1.7.13

Saúde

http://enfermeiraalmeida.blogspot.com.br/
Não posso dizer pelo Brasil como um todo, pois vivemos num quase continente. Digo pelo interior do estado de São Paulo, onde vivo.
Toda esta polêmica envolvendo a contratação de médicos estrangeiros, a meu ver, é demagogia e bairrismo (se há professores estrangeiros nas universidades brasileiras...).
Uma pessoa próxima, que trabalhava numa conhecida empresa de planos de saúde, citava os médicos desta região, como extremamente corporativistas.
Eles costumam trabalhar em seus próprios consultórios, nos postos de saúde pública, na UNIMED, na Santa Casa (que atende em regime particular e pelo SUS), em outras clínicas conveniadas, de acordo com cada especialização.
Fato é que, em cada local de trabalho, assumem posturas diversas. Percebem uma remuneração para cumprir carga horária (por exemplo,  4 h) no serviço público municipal, e cumprem bem menos (tipo 40 mim.).

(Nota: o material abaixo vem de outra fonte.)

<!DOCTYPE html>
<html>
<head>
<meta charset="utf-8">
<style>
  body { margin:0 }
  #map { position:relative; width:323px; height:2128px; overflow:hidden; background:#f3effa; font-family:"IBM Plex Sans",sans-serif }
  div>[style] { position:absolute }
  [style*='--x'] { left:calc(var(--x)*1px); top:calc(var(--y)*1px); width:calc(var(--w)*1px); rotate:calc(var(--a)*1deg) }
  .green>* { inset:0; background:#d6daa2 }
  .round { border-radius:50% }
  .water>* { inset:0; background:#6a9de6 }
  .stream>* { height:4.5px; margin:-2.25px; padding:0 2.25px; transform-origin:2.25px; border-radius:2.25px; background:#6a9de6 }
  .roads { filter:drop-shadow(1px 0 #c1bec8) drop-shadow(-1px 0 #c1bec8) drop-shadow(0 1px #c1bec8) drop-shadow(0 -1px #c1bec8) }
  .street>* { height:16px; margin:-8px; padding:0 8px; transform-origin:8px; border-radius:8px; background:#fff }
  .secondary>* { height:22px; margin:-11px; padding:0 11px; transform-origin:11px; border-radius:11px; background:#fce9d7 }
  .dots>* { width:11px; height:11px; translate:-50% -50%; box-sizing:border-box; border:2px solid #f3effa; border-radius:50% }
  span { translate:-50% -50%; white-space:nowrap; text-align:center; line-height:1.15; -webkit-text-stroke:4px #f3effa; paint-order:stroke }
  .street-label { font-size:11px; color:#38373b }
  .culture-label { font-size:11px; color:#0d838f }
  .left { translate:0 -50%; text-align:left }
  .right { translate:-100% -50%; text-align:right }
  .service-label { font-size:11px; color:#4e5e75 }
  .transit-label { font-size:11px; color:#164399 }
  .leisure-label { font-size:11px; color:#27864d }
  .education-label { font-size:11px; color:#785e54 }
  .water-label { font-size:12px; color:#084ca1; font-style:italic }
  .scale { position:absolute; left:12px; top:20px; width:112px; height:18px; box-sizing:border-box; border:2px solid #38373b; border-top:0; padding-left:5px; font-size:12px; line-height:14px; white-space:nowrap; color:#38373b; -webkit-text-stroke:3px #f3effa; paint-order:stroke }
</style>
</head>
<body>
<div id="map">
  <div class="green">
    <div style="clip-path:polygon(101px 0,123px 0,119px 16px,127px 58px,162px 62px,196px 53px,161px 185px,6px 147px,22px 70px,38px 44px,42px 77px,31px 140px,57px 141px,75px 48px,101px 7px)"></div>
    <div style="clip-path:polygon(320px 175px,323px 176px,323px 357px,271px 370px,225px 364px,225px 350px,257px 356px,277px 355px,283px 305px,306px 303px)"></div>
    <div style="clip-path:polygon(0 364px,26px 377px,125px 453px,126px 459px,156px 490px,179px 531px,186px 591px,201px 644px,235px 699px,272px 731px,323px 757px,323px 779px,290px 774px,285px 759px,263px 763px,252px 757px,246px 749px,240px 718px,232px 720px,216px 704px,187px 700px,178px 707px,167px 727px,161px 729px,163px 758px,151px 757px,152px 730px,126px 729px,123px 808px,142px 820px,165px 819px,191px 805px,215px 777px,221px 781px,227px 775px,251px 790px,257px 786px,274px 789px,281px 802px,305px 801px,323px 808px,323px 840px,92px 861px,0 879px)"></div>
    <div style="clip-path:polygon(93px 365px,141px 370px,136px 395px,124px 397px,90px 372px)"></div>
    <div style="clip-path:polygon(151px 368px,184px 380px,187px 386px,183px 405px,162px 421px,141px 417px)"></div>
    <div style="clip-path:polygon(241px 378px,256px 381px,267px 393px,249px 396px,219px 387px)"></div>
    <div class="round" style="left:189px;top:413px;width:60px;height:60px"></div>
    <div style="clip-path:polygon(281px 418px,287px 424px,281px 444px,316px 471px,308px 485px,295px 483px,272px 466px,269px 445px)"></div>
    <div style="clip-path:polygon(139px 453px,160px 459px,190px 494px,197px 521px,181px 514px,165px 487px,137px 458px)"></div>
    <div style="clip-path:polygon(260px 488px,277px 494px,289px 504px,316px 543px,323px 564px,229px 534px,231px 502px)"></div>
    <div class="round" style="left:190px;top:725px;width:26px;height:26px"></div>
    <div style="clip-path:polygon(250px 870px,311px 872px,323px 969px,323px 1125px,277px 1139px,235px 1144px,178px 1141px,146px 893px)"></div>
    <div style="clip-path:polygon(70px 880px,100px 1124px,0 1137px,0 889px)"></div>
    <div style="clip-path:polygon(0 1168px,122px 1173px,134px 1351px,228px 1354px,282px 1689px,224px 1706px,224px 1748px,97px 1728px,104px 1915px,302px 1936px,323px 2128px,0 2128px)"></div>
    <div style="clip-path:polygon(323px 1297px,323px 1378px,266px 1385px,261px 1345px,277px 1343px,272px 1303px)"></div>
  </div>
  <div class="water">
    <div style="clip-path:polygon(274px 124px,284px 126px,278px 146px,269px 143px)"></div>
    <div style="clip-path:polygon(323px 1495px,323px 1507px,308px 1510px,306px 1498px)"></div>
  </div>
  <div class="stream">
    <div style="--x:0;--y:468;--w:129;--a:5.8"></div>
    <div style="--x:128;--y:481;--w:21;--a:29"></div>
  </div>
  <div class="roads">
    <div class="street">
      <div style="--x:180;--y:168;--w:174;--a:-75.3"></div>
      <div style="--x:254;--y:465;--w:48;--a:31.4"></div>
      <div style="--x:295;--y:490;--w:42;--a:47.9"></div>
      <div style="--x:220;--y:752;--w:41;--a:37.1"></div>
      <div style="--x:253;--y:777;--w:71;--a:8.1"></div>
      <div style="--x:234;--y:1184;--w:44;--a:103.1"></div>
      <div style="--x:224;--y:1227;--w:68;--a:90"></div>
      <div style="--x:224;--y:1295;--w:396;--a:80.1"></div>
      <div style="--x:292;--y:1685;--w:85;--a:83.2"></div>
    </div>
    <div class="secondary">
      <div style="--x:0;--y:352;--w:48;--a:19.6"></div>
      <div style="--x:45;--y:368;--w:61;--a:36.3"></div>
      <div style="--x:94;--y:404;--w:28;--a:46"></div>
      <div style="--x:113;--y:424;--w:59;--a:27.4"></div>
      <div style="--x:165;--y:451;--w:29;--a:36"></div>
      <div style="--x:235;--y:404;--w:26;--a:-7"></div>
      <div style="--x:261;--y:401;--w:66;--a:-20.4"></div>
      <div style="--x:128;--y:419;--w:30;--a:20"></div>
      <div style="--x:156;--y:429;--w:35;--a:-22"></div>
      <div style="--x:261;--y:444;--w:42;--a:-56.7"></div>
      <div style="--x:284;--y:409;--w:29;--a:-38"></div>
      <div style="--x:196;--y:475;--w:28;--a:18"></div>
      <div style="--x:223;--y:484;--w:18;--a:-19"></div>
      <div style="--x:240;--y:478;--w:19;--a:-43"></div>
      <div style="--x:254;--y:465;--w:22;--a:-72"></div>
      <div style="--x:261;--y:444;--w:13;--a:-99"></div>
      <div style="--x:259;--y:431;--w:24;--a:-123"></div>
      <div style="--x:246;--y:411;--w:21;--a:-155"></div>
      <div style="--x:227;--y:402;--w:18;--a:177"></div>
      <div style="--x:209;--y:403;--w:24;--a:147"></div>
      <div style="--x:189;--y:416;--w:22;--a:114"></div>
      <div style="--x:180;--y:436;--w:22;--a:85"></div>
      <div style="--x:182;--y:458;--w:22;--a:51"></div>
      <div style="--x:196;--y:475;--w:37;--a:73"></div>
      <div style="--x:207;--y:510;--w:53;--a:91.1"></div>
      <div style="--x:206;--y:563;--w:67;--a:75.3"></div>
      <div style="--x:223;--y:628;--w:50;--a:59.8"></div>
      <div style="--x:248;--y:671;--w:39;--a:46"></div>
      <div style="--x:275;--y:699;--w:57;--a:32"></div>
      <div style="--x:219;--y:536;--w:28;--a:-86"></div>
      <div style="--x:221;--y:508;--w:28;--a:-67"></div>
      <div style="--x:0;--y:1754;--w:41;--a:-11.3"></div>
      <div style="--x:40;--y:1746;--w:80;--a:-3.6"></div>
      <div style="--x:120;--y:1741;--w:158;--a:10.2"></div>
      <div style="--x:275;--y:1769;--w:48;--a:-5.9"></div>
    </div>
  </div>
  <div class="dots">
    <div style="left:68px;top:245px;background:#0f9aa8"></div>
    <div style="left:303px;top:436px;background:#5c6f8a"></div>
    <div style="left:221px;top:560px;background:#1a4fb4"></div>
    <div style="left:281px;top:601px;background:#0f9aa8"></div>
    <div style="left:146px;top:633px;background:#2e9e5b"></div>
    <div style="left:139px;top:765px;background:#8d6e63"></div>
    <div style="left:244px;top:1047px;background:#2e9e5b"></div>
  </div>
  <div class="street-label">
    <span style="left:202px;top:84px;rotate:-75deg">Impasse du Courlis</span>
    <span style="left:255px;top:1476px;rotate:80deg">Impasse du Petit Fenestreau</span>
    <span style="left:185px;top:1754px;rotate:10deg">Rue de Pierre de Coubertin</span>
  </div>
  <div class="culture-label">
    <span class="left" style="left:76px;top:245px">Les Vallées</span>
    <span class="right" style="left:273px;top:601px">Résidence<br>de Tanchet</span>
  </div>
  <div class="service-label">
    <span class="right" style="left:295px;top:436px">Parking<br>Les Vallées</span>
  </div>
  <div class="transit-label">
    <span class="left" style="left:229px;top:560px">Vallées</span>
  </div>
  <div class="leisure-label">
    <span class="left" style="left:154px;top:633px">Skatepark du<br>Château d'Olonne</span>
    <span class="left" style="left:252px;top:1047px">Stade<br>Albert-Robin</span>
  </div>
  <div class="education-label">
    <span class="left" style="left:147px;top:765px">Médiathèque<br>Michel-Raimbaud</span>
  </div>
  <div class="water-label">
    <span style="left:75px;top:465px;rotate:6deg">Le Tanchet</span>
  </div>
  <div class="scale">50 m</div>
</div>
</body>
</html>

Manter quatro ou cinco trabalhos, sendo altamente remunerados (pelos padrões interioranos), assumindo cargos públicos (temos três médicos vereadores - o povo os elege e eles usam o cargo em prol do corporativismo - salvo exceções), é praxe por aqui.
Não considero ético, um médico que tem quatro, cinco empregos, que não tem tempo hábil, assumir mandato de vereança - quais suas reais intenções?

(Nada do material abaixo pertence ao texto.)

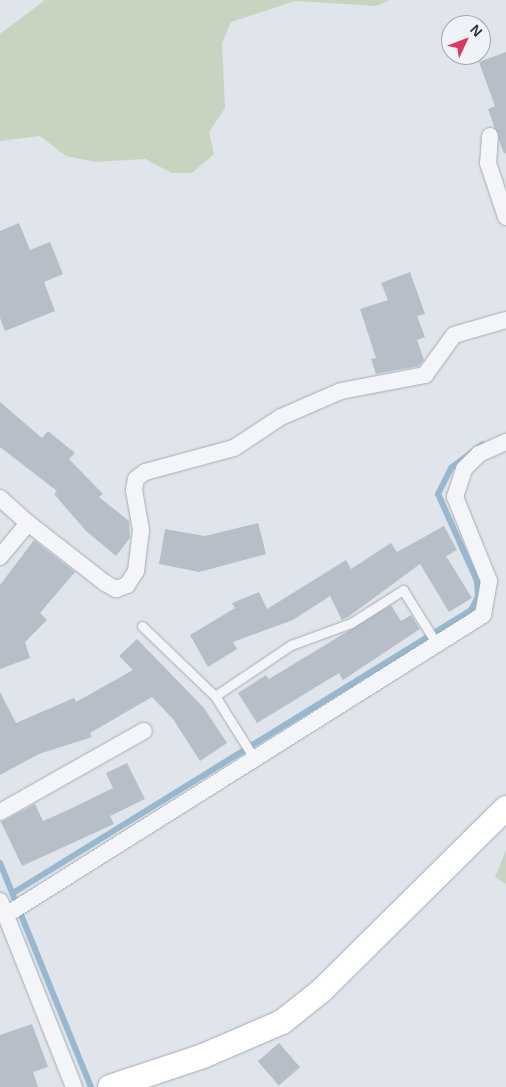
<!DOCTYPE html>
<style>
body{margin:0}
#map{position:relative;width:506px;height:1087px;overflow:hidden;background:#dfe5ea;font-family:Helvetica,sans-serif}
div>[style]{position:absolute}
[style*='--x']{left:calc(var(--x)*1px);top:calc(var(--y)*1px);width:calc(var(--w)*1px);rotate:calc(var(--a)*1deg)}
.green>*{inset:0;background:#c7d5c0}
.stream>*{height:6px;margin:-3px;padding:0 3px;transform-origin:3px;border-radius:3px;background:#97b8ce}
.building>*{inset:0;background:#b6bfc8;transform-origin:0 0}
.roads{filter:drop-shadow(0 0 1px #a4acb5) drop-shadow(0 0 1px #a4acb5)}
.lane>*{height:9px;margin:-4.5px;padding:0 4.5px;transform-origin:4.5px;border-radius:4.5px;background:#f3f5f8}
.street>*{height:16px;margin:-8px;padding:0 8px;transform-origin:8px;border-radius:8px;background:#f3f5f8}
.secondary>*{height:24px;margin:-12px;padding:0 12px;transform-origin:12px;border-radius:12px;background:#fff}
span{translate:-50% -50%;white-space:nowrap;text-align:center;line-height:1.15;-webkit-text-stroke:5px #eff3f7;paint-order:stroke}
.north{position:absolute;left:441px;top:15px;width:50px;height:50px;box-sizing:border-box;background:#eff3f7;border:1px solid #9fa7af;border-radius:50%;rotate:47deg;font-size:14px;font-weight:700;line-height:20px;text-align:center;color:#273443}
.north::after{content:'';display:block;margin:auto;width:18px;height:22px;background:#db3963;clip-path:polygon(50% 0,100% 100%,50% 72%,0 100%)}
</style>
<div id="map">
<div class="green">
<div style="clip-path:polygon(45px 0,390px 0,376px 6px,295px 1px,231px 22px,222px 43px,225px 108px,209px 132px,214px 154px,192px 173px,172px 173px,145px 159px,95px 162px,66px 156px,40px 136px,0 141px,0 34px)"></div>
<div style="clip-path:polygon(506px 850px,506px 884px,495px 877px)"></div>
</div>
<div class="stream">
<div style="--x:0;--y:863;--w:242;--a:67.9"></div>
<div style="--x:13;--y:893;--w:538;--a:-31.71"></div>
<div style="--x:471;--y:610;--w:15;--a:-62"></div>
<div style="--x:478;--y:597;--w:16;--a:-94"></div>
<div style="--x:477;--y:581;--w:95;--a:-114.1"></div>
<div style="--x:438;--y:494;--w:29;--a:-63"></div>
<div style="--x:451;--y:468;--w:39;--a:-37"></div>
</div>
<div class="building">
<div style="clip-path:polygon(506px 52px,506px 153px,504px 154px,488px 109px,495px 106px,479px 62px)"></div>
<div style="clip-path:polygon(19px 223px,30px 250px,50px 242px,63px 274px,44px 282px,55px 311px,5px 331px,0 318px,0 231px)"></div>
<div style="clip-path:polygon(410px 272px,425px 314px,417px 316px,425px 337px,417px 340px,424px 360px,419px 366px,376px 374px,371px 359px,376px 358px,360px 309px,388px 300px,381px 283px)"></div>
<div style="clip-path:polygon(0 402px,42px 438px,48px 431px,75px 453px,69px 459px,103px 494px,99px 497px,129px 521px,130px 538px,116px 556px,86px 531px,54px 494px,57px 491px,0 447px)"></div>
<div style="clip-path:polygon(258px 523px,266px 554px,199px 572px,159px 564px,165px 529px,205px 536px)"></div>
<div style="clip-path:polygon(444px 526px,457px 550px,446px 556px,472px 598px,449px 612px,420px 564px,348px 617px,342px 620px,330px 596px,293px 620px,233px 642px,237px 649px,208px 667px,190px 635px,235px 608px,232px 603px,259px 592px,267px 609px,346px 560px,351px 569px,391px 543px,397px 552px)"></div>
<div style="clip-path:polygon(34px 540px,75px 572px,40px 613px,47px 620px,25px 642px,30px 658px,0 669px,0 585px)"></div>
<div style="clip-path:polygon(391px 605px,401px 621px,411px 615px,420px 629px,343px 680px,339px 673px,257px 723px,238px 693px,266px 675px,269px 679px)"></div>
<div style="clip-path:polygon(137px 639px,204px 708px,227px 743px,200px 761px,173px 719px,152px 697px,90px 733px,92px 737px,39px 754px,0 775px,0 692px,16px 723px,74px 698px,76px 702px,133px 670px,119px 656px)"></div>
<div style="clip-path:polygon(127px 763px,145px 799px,110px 816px,114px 824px,22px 866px,1px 822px,35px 804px,43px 821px,68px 810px,113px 788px,106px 773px)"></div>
<div style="clip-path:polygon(32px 1024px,48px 1067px,33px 1072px,38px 1087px,0 1087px,0 1035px)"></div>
<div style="left:279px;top:1043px;width:32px;height:28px;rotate:49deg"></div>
</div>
<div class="roads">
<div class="lane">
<div style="--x:142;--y:626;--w:101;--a:43.8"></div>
<div style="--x:215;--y:696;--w:77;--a:57.8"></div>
<div style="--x:215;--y:696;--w:92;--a:-33.9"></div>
<div style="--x:291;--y:645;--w:64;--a:-20.1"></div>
<div style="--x:351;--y:623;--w:62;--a:-32.4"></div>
<div style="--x:403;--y:590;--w:66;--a:58"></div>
</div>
<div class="street">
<div style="--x:490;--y:136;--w:27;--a:94"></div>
<div style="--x:488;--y:163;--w:57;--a:71.6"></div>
<div style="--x:0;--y:498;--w:38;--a:42"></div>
<div style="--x:0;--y:557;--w:44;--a:-50.5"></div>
<div style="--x:28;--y:523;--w:98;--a:37.9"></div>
<div style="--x:105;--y:583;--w:13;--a:29"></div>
<div style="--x:116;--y:589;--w:12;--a:-20"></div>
<div style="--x:127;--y:585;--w:17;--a:-57"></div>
<div style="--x:136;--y:571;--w:41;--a:-83"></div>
<div style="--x:141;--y:530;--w:41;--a:-99.9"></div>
<div style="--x:134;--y:490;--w:11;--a:-80"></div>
<div style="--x:136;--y:479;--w:11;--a:-38"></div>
<div style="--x:145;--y:472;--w:92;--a:-15.1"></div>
<div style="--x:234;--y:448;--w:56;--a:-33.4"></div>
<div style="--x:281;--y:417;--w:65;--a:-23.4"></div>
<div style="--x:341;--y:391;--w:86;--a:-10.8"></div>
<div style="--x:425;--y:375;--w:49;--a:-54.1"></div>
<div style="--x:454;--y:335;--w:54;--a:-16.1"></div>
<div style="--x:0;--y:812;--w:165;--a:-29.4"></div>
<div style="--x:0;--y:901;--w:200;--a:68.3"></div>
<div style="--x:6;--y:915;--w:563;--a:-32.17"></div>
<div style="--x:483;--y:615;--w:35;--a:-80"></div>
<div style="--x:489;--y:581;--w:91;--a:-112"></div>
<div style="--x:455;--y:497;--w:29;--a:-72"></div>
<div style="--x:464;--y:469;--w:21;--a:-45"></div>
<div style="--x:479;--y:454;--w:30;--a:-24"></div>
</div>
<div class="secondary">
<div style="--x:110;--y:1087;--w:98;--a:-18.4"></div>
<div style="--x:203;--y:1056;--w:86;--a:-23.3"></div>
<div style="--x:282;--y:1022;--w:50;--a:-38.5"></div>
<div style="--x:321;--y:991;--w:260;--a:-44.7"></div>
</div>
</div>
<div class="north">N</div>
</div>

Não podemos nos esquecer de que eles (salvo exceções) estudaram em universidades públicas - pagas pela sociedade, e eticamente, devem retribuir-lhes. 
Também sou funcionária pública. Sou pós graduada pela Universidade Católica, e por uma Federal. Não vou denominar um médico por "Doutor", apenas para exaltá-lo. O suado título de doutorado convém a quem o tem de direito... 
Cumpro com minha carga horária, sempre além do estipulado em contrato. Procuro fornecer uma educação de qualidade a meus alunos, apesar das condições adversas (é comum, professor retirar dinheiro do bolso em prol dos alunos - apesar dos baixos salários).
A Noruega (país com um dos melhores índices de qualidade de vida) atua com grande quantidade de médicos estrangeiros.
Em grande parte dos países europeus, a enfermeira, a parteira, atuam mais ativamente no serviço de saúde, deixando que os médicos exerçam atividades mais especializadas. 
Aqui é proibido. Absurdo faltar médico e não deixar o enfermeiro atuar (não estou me referindo ao auxiliar de enfermagem, falo daquele profissional que antigamente denominávamos "enfermeiro-padrão" ).
Na esquina, a cem metros de casa, funciona um "postinho". Frequento-o desde sua inauguração, em meados de 1987.
Quando a enfermeira-chefe assumiu o cargo, ela passou a verificar o resultado do meu Papanicolau, poupando-me de enfrentar uma consulta médica para algo tão simples. Assim ela assumiu diversas atribuições afins. Amei!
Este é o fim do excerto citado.